Perante estas expectativas e a desvalorização sofrida pelas acções nas últimas semanas, o BPI reviu em alta a recomendação do BCP para «comprar», lançando um preço-alvo para o final de 2005 de 2,15, o que representa um potencial de valorização de 9,63% face ao actual preço de 1,87 euros.

Na opinião dos especialistas, o maior banco privado português termina 2004, com o problema das restrições de capital já ultrapassado pelos investidores, estando agora as atenções voltadas para a qualidade dos activos. Os analistas consideram que «o desempenho do BCP vai estar muito sensível à economia portuguesa».

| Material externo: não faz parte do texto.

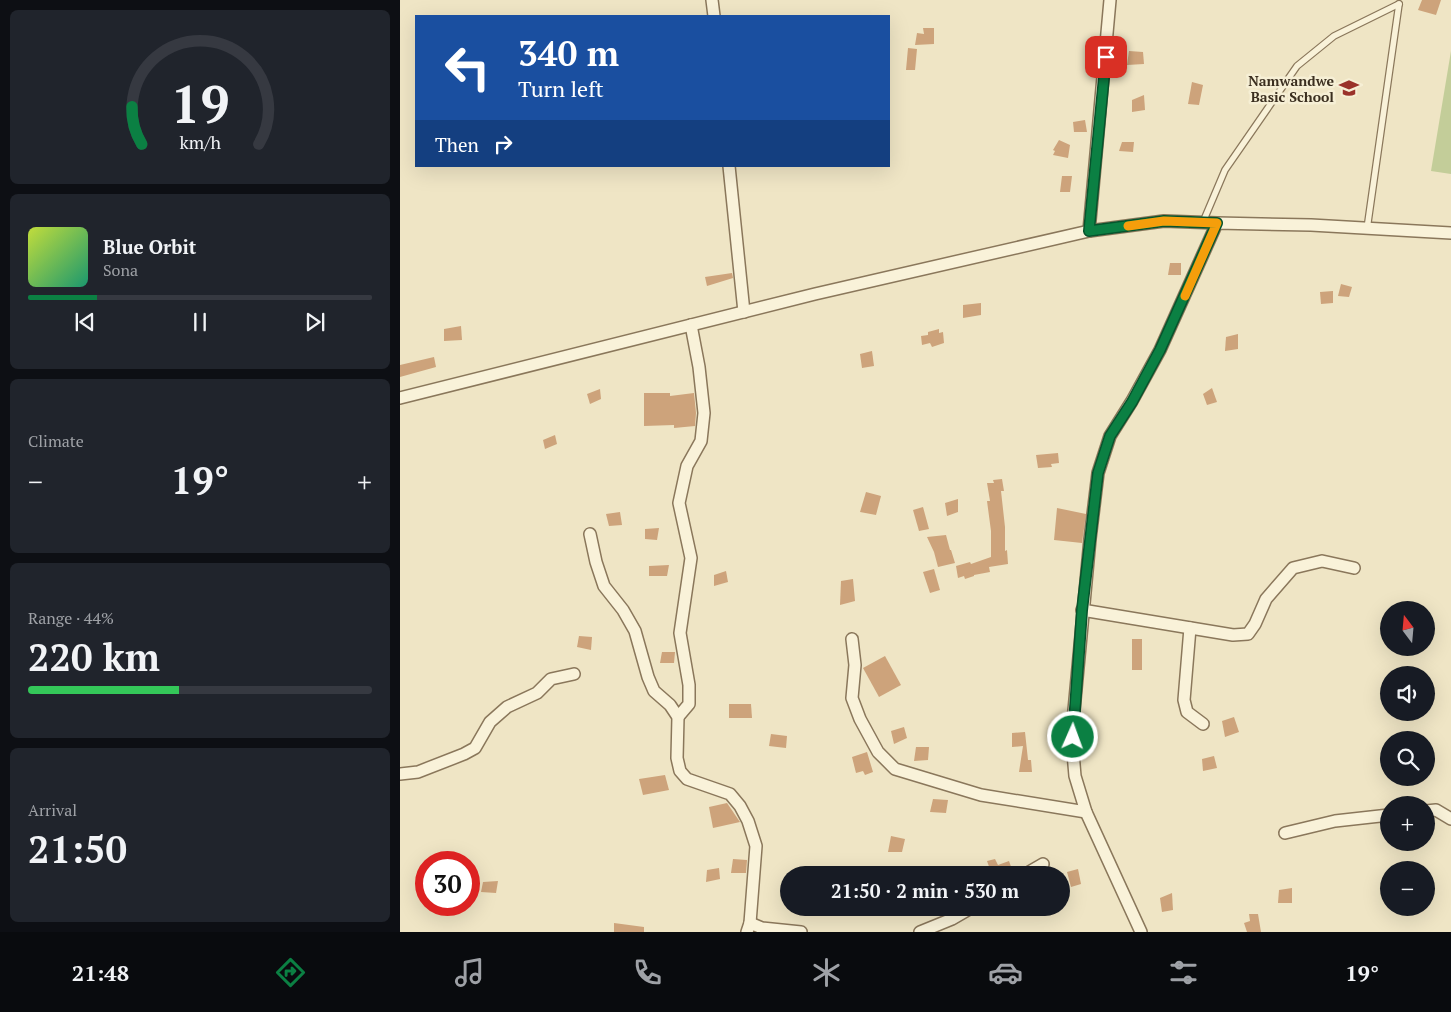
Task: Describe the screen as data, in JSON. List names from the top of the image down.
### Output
{
  "places": {
    "school or university": ["Namwandwe Basic School"]
  },
  "north": "top",
  "page": {
    "turn": ["340 m", "Turn left"],
    "then": "Then",
    "song": ["Blue Orbit", "Sona"],
    "tile": [
      "Climate",
      ["Range · 44%", "220 km"],
      ["Arrival", "21:50"]
    ],
    "heat": ["−", "19°", "+"],
    "map_buttons": ["+", "−"],
    "limit": "30",
    "trip": "21:50 · 2 min · 530 m",
    "tabs": ["21:48", "19°"],
    "gauge": ["19", "km/h"]
  }
}
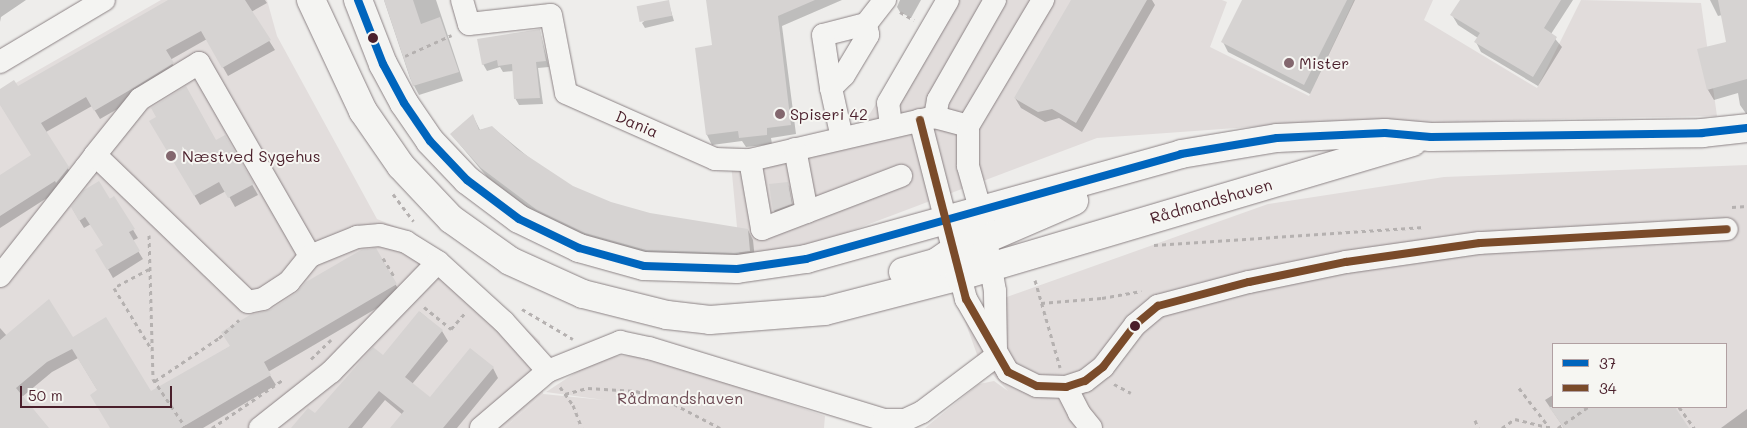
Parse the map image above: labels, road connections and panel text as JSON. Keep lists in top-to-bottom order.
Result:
{
  "streets": {
    "main road": ["Rådmandshaven"],
    "street": ["Dania"]
  },
  "parks": ["Rådmandshaven"],
  "places": ["Mister", "Spiseri 42", "Næstved Sygehus"],
  "lines": ["transit line 37", "transit line 34"],
  "legend": ["37", "34"],
  "scale_bar": "50 m"
}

Quanto ao Banco Espírito Santo, o estudo refere que, «embora existam outros bancos ibéricos cujas acções estão mais atractivas», a subida de 7% no preço-alvo justifica uma subida da recomendação de «reduzir» para «manter», o que espelha a expectativa em torno de uma melhoria dos resultados face aos últimos números apresentados (e que tinha originado cortes de recomendação).

No mercado espanhol, a preferência do BPI vai para o Santander, ultrapassando o preferido de 2004, o BBVA. Os analistas subiram o preço-alvo de ambos (ver tabela), com base numa avaliação dos múltiplos, em particular do PER («price-earnings ratio»), e do aumento dos ganhos de capital. No entanto, a preferência recai sobre o Santander, uma vez que o rival já apreciou cerca de 19% em 2004.

Desafios para a banca ibérica

Os maiores desafios para a banca portuguesa durante o próximo ano são as incertezas não só económicas como políticas, enquanto em Espanha, a elevada concorrência no sector é o factor de maior relevância para 2005, segundo o estudo do BPI.

E, de um modo global, as baixas taxas de juro e o ambiente de forte concorrência deverão continuar a ser factores de pressão para as margens do sector.